Asimismo, con el Plebiscito de 1959 se estableció otra reforma a la Constitución: la creación del Frente Nacional, con el que se pretendió unificar políticamente a las clases dominantes. En este periodo (1958-1974) se dio un crecimiento económico significativo y la educación pública experimentó grandes avances. De la misma manera, los gobiernos del Frente Nacional adelantaron reformas administrativas, como por ejemplo la creación de la carrera administrativa y las Juntas de Acción Comunal; hacía 1960 el Estado incluyó en su aparato administrativo al sector campesino, a través de la conformación de la Asociación Nacional de Usuarios Campesinos [ANUC] y en 1976 se estableció el voto para los hombres y mujeres mayores de dieciocho (18) años. No obstante, la desigualdad social no registró mayores cambios, a pesar del incremento desmesurado del empleo público.

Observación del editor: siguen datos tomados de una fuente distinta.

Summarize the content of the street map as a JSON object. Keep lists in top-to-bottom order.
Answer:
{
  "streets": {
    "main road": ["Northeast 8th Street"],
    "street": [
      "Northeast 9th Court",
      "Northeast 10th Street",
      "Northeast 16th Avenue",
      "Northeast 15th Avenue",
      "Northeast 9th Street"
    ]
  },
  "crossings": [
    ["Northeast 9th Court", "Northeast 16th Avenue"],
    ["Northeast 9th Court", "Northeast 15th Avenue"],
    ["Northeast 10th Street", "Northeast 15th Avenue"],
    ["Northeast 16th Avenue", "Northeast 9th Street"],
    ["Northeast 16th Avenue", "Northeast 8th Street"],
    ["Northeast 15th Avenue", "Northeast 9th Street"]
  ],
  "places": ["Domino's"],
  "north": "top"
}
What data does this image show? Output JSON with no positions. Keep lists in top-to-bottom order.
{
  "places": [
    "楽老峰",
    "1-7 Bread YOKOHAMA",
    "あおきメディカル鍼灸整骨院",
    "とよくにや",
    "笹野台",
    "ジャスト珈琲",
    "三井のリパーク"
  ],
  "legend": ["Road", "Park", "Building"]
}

A partir de 1970, a nivel internacional se empezó a escuchar sobre la crisis del estado de Bienestar, donde Colombia no fue la excepción (Parra, 2005). Finalizando los años 80s del siglo XX, la sociedad colombiana afrontaba una crisis de gobernabilidad y de legitimidad del régimen político, queriendo reacomodar el papel del Estado para cumplir de la mejor manera su función. En ese sentido, el Estado comenzó a abandonar progresivamente su acción intervencionista y protectora, implementando políticas de descentralización que imprimieron una nueva dinámica al Estado, caracterizado según Pinto (1995) por:
Cambio en la relación entre economía y política: del control estatal de la economía y de una gran incidencia estatal en las políticas de desarrollo, se pasa a una mayor influencia del sector privado, del mercado y la financiación externa. Se considera que “es la dinámica del mercado la que debe disciplinar la intervención estatal
Cambia la lógica en las relaciones entre Estado y ciudadano, al desplazarse el centro del Estado a la sociedad civil. En esta nueva prefiguración del Estado, es la sociedad civil, los actores privados, y el mercado los encargados de estimular los procesos de desarrollo. Se busca que en las relaciones del Estado con el ciudadano se opere con la lógica de eficacia y eficiencia del sector privado. Las políticas públicas van hacer afectadas igualmente, se privatizan dado que la implementación y ejecución va hacer responsabilidad de la sociedad civil y de los actores privados. El Estado mantiene la responsabilidad de la formulación de las políticas, pero no necesariamente va a ser su ejecutor, lo que hace que se cuestione la existencia de instituciones estatales específicas para este fin.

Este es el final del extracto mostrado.